Build from Source (Ascend Platform)

# Ensure CANN toolkit is installed and environment is sourced
# (typically: source /usr/local/Ascend/ascend-toolkit/set_env.sh)

ACCELERATOR=ascend FLAGGEMS_KERNEL=0 FLAGGEMS_PYTHON=1 \
  CUDA_KERNEL=0 ASCEND_KERNEL=1 \
  pip install --no-build-isolation -vvv -e .

On Ascend, FlagGems C++ kernels and CUDA kernels are disabled. Only the Ascend kernel backend (ACL NN API) is compiled, with FlagGems Python wrappers enabled for ops that route to FlagGems.

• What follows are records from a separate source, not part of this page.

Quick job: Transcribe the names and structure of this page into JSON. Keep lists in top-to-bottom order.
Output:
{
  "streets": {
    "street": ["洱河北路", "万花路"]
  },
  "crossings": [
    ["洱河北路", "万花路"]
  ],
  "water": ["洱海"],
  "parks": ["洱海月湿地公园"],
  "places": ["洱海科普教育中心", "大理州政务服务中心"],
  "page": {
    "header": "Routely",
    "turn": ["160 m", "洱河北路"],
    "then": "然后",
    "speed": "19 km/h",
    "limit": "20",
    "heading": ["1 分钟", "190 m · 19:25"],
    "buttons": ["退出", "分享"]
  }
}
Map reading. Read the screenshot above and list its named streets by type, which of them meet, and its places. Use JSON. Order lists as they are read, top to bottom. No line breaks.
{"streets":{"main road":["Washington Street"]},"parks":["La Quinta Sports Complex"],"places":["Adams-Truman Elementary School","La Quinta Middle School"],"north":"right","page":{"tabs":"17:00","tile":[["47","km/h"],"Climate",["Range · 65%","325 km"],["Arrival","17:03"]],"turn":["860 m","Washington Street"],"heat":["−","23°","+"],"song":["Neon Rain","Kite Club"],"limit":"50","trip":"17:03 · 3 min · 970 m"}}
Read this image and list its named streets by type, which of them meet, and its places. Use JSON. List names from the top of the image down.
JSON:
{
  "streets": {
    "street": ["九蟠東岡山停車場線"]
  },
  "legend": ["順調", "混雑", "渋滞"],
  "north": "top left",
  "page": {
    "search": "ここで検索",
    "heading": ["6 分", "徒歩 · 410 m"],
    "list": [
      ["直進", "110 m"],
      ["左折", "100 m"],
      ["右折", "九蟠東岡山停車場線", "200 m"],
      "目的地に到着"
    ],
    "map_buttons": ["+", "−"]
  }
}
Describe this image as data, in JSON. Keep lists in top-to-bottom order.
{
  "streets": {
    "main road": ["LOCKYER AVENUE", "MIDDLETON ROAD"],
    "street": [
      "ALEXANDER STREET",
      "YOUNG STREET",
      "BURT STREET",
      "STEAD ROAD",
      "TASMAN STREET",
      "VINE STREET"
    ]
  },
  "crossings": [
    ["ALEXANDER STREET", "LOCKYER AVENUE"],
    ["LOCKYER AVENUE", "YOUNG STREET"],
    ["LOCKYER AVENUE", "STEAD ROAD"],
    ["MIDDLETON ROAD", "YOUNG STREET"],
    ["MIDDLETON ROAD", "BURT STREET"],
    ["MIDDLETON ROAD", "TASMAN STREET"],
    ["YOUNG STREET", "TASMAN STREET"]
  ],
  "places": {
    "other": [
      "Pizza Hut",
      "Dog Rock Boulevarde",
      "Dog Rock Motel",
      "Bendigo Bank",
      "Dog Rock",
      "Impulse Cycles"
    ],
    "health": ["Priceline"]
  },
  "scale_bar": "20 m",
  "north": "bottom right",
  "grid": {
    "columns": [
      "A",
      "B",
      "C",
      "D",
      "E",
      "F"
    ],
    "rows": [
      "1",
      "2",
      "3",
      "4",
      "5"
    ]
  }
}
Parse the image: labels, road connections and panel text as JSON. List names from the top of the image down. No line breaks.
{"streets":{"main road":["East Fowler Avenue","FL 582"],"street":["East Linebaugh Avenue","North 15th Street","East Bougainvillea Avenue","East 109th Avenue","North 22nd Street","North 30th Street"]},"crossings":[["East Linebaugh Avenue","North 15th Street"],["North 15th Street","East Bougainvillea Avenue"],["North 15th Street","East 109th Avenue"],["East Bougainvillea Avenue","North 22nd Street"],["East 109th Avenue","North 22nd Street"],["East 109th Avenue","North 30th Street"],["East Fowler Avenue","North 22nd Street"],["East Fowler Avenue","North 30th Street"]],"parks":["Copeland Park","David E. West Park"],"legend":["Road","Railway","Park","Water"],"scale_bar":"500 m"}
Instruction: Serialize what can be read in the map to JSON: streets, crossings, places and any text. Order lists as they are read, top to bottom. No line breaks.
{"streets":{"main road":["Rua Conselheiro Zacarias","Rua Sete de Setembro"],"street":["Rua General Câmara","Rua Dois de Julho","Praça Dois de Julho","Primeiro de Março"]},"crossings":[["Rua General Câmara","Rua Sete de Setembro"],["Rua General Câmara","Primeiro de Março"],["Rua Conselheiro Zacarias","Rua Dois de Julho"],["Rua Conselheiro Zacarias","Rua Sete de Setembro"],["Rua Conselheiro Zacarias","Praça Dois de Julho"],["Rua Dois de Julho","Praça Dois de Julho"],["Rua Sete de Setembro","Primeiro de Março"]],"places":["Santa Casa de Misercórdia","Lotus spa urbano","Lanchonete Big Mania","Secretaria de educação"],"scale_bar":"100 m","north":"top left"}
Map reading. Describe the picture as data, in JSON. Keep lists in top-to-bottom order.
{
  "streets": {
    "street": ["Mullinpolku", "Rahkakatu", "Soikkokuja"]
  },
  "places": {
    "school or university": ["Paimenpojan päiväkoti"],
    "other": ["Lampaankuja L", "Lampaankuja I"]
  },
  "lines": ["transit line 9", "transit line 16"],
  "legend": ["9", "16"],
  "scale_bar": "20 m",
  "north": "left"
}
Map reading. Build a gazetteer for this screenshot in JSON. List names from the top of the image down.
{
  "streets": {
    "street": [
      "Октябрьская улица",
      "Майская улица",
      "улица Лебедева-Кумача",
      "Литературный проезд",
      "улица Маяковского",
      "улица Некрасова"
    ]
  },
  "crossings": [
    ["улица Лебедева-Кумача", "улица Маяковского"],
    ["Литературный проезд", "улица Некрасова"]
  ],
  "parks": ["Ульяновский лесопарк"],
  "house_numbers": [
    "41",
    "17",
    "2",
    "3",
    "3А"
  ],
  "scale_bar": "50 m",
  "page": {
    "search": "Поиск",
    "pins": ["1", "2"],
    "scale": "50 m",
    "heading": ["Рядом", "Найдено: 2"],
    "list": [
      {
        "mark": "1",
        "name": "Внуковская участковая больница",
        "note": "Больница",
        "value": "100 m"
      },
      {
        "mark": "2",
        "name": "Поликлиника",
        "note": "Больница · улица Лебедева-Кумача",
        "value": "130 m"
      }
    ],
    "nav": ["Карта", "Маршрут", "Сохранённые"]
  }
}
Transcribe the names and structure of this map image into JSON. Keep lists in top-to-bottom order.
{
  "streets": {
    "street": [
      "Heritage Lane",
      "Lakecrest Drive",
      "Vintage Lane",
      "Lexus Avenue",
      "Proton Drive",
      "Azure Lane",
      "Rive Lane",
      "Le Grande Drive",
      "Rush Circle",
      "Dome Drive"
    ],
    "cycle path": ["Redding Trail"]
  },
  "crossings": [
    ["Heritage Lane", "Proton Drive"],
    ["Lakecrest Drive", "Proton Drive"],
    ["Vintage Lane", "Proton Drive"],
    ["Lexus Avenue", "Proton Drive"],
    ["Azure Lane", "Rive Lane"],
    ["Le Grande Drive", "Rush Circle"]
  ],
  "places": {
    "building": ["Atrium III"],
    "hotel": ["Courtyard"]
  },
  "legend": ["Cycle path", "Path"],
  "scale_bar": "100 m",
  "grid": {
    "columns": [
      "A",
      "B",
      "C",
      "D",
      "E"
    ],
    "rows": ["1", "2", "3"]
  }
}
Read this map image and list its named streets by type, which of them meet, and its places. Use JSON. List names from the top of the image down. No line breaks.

Build Environment Variables

Variable Description
ACCELERATOR Hardware platform: cuda (default), metax, or ascend
CUDA_HOME CUDA toolkit path
METAX_PATH MetaX SDK path (default /opt/maca)
ASCEND_HOME CANN toolkit path (default /usr/local/Ascend/ascend-toolkit/latest)
FLAGGEMS_DIR FlagGems C++ library path (enables low-overhead C++ dispatch)
FLAGGEMS_KERNEL Enable FlagGems C++ kernel wrappers (ON/OFF, default ON; set 0 for Ascend)
FLAGGEMS_PYTHON Enable FlagGems Python kernel wrappers (ON/OFF, default OFF; set 1 to enable)
CUDA_KERNEL Enable CUDA kernel build (ON/OFF, default ON; set 0 for Ascend)
ASCEND_KERNEL Enable Ascend kernel build (ON/OFF, default OFF; set 1 for Ascend)

Runtime Environment Variables

Variable Description
FLAGGEMS_SOURCE_DIR FlagGems source directory (required when C++ native API ops route to flaggems backend)
FLAGOS_BACKEND_CONFIG Override path for backends.conf (use torch_fl/backends_ascend.conf on Ascend)
FLAGOS_LOG_DISPATCH Set to 1 to print backend selection for each operator dispatch
FLAGOS_OP_<name> Per-operator backend override (replace . with __ in op names)

Usage

Basic Usage

import torch
import torch_fl  # Import automatically registers FlagGems operators

# Create tensors on flagos device
x = torch.randn(1000, 1000, device="flagos")
y = torch.randn(1000, 1000, device="flagos")

# All operations automatically use FlagGems Triton kernels
z = x + y
mm_result = torch.mm(x, y)
softmax_result = torch.softmax(x, dim=-1)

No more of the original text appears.